-- Opening Marker --

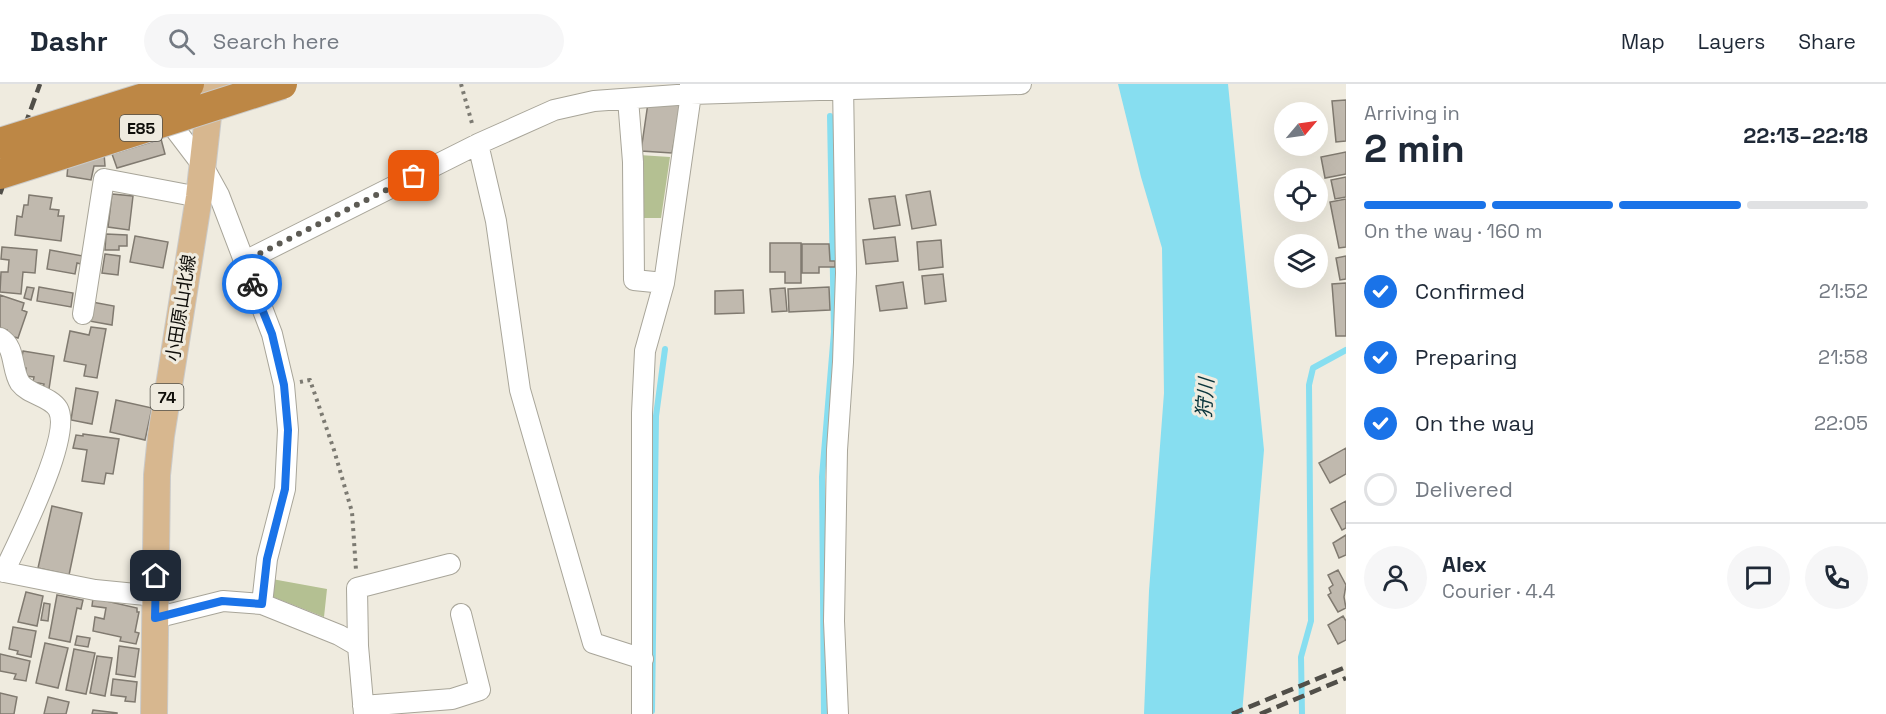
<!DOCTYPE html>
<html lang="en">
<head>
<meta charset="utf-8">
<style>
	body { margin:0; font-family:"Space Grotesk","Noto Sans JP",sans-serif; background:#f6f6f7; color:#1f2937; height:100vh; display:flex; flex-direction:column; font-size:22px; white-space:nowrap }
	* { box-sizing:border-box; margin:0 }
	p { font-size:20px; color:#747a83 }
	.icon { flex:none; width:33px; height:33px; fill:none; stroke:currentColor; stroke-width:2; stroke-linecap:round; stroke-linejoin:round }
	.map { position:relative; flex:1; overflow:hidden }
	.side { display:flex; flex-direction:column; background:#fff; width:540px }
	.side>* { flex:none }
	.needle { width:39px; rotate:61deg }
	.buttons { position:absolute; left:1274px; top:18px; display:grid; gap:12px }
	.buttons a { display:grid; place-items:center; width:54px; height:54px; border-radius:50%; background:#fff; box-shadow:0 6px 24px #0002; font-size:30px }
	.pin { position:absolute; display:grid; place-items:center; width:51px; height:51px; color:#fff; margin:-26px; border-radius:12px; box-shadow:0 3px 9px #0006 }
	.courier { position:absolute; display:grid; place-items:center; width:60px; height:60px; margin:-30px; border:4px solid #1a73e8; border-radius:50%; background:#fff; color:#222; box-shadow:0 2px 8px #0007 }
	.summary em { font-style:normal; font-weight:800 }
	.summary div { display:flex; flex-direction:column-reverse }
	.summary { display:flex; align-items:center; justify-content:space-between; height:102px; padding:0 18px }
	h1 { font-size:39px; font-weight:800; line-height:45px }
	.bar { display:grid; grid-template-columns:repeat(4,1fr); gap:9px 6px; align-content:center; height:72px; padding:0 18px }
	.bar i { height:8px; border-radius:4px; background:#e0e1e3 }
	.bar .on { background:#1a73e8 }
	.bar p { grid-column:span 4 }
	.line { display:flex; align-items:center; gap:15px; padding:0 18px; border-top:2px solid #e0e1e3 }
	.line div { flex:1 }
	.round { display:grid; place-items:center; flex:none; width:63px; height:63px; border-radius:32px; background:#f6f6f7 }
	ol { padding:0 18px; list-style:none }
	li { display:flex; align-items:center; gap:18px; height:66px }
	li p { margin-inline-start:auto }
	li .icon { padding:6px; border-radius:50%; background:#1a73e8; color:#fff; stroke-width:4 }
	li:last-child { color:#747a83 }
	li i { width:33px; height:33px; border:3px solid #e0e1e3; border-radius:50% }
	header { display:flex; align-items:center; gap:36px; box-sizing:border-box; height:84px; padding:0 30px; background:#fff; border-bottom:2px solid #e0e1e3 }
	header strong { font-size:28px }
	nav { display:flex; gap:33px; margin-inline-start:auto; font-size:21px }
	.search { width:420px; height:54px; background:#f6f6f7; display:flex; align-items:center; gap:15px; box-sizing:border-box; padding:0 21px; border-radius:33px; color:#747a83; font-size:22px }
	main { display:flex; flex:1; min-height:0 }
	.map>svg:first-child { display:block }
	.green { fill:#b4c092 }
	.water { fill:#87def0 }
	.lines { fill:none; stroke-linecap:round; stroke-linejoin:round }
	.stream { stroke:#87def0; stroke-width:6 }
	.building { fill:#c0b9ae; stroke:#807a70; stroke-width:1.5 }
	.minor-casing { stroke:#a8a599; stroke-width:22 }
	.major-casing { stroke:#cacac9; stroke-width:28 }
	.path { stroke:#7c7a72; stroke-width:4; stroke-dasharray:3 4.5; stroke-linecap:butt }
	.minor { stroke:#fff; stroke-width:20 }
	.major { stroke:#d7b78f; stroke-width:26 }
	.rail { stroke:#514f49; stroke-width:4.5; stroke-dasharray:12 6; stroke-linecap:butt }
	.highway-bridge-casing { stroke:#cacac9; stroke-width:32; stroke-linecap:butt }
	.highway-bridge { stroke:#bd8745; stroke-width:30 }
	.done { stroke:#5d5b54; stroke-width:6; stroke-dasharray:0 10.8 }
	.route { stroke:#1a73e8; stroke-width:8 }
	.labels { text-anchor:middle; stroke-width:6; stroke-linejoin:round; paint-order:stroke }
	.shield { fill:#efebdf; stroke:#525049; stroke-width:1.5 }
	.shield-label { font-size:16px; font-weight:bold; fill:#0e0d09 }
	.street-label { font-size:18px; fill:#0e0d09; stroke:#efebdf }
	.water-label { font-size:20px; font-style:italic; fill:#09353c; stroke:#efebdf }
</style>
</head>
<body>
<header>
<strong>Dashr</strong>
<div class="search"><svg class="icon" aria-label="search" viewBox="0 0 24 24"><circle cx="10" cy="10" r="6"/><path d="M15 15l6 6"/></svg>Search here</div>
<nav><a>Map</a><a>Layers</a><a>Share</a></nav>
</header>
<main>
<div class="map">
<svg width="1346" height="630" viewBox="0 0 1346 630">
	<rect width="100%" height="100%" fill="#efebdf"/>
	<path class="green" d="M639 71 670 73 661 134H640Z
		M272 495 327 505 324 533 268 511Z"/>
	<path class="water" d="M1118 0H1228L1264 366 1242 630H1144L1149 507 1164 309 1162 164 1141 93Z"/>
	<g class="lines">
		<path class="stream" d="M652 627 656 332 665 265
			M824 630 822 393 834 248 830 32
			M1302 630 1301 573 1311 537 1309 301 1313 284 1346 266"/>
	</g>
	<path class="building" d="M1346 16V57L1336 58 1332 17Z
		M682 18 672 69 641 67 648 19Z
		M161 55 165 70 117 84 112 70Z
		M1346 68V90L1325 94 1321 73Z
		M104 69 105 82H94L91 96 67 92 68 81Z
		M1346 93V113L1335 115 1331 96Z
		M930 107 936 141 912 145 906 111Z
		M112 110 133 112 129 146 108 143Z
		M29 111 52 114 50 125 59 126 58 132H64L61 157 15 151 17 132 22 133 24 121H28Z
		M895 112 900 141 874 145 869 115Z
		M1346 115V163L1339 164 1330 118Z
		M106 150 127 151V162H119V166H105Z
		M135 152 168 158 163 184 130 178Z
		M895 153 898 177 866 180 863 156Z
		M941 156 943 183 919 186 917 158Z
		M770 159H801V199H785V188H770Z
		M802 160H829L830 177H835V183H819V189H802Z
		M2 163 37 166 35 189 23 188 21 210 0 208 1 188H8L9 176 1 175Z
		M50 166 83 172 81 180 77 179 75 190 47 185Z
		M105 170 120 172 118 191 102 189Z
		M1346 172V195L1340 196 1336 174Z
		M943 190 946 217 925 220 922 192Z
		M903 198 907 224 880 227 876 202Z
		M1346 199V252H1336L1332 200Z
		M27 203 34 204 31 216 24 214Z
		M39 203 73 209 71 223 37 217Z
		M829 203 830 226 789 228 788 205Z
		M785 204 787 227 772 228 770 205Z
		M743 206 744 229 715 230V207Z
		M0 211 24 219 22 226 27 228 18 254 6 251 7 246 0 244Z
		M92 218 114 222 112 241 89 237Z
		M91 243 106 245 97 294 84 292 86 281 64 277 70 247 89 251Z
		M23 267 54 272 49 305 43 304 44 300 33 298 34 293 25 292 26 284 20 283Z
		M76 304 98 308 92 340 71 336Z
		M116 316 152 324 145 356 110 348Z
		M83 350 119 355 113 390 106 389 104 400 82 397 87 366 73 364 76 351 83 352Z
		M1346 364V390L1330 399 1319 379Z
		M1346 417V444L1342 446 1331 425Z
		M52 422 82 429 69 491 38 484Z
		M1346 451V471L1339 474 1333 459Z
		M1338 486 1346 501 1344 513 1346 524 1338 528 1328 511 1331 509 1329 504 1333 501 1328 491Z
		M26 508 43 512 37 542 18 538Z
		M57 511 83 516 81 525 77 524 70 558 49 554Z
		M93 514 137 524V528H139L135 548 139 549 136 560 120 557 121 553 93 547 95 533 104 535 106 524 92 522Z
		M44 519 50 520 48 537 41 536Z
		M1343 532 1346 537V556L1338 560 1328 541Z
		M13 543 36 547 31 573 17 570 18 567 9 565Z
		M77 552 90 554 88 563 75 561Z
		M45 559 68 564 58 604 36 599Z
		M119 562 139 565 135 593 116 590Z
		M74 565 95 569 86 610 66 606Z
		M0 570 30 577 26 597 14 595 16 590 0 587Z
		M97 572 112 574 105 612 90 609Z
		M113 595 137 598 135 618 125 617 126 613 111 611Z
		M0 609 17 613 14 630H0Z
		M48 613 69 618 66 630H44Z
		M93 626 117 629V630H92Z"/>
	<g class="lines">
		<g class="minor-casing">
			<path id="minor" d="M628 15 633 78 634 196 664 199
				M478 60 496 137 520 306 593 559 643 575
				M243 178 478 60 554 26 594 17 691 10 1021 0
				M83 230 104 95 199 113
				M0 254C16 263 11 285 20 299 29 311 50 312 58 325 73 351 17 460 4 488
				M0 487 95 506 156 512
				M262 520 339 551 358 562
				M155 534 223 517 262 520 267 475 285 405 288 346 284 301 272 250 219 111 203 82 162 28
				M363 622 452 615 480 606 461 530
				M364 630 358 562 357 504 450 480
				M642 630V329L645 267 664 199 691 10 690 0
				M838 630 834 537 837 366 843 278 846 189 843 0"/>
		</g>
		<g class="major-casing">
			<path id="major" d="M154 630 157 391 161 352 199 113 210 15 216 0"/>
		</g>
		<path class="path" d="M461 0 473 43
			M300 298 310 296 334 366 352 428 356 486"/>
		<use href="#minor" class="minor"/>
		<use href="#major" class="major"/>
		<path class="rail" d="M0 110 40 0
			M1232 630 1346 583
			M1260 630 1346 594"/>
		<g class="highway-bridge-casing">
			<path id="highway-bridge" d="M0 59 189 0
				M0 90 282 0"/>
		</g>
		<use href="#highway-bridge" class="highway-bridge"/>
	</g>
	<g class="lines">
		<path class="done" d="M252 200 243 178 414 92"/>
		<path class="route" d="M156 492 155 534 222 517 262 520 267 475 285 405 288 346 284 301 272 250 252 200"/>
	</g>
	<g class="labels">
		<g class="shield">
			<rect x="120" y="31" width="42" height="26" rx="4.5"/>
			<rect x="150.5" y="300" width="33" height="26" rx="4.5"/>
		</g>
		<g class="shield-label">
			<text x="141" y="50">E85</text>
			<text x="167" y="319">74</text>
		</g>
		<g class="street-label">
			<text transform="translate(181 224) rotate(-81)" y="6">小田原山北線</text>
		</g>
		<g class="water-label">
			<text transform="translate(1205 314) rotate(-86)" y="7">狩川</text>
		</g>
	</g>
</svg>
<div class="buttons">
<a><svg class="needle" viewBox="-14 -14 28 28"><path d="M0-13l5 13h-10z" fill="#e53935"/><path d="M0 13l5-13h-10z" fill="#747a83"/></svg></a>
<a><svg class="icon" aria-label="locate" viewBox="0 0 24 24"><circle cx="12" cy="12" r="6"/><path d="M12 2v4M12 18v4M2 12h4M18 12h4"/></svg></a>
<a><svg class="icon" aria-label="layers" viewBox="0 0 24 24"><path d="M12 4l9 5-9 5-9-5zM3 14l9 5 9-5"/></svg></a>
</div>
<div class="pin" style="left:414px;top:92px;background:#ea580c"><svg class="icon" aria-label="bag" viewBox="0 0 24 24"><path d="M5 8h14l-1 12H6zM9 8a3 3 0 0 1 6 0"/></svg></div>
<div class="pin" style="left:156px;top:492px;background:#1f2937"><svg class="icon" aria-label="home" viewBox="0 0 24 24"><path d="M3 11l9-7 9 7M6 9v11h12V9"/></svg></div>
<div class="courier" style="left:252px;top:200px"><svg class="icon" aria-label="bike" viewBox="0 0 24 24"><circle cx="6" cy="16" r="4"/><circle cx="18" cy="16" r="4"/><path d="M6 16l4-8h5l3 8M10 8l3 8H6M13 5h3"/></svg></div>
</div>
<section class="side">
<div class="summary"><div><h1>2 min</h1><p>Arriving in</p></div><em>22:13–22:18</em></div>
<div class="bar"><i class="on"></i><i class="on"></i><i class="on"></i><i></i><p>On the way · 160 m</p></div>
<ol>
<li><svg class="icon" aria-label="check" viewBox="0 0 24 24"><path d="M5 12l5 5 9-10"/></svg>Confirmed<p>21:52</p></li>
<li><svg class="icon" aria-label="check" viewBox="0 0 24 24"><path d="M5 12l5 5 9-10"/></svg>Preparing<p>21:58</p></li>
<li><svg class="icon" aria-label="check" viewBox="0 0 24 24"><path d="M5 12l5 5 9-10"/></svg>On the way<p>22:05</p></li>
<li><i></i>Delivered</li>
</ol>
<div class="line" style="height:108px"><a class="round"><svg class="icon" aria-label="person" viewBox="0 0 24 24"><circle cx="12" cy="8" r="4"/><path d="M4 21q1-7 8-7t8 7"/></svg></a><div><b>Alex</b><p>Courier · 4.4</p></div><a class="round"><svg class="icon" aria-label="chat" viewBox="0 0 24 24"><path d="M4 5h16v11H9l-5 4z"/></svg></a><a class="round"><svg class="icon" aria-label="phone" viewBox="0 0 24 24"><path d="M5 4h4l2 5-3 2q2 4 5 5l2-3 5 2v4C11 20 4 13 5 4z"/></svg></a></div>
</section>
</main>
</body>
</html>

-- Closing Marker --

= Task description =
Please, from the entries above, set down exactly the lines from the one containing "fill:none; stroke-linecap:round; stroke-linejoin:round" through the one containing "M272 495 327", and only those.

= Problem solution =
	.lines { fill:none; stroke-linecap:round; stroke-linejoin:round }
	.stream { stroke:#87def0; stroke-width:6 }
	.building { fill:#c0b9ae; stroke:#807a70; stroke-width:1.5 }
	.minor-casing { stroke:#a8a599; stroke-width:22 }
	.major-casing { stroke:#cacac9; stroke-width:28 }
	.path { stroke:#7c7a72; stroke-width:4; stroke-dasharray:3 4.5; stroke-linecap:butt }
	.minor { stroke:#fff; stroke-width:20 }
	.major { stroke:#d7b78f; stroke-width:26 }
	.rail { stroke:#514f49; stroke-width:4.5; stroke-dasharray:12 6; stroke-linecap:butt }
	.highway-bridge-casing { stroke:#cacac9; stroke-width:32; stroke-linecap:butt }
	.highway-bridge { stroke:#bd8745; stroke-width:30 }
	.done { stroke:#5d5b54; stroke-width:6; stroke-dasharray:0 10.8 }
	.route { stroke:#1a73e8; stroke-width:8 }
	.labels { text-anchor:middle; stroke-width:6; stroke-linejoin:round; paint-order:stroke }
	.shield { fill:#efebdf; stroke:#525049; stroke-width:1.5 }
	.shield-label { font-size:16px; font-weight:bold; fill:#0e0d09 }
	.street-label { font-size:18px; fill:#0e0d09; stroke:#efebdf }
	.water-label { font-size:20px; font-style:italic; fill:#09353c; stroke:#efebdf }
</style>
</head>
<body>
<header>
<strong>Dashr</strong>
<div class="search"><svg class="icon" aria-label="search" viewBox="0 0 24 24"><circle cx="10" cy="10" r="6"/><path d="M15 15l6 6"/></svg>Search here</div>
<nav><a>Map</a><a>Layers</a><a>Share</a></nav>
</header>
<main>
<div class="map">
<svg width="1346" height="630" viewBox="0 0 1346 630">
	<rect width="100%" height="100%" fill="#efebdf"/>
	<path class="green" d="M639 71 670 73 661 134H640Z
		M272 495 327 505 324 533 268 511Z"/>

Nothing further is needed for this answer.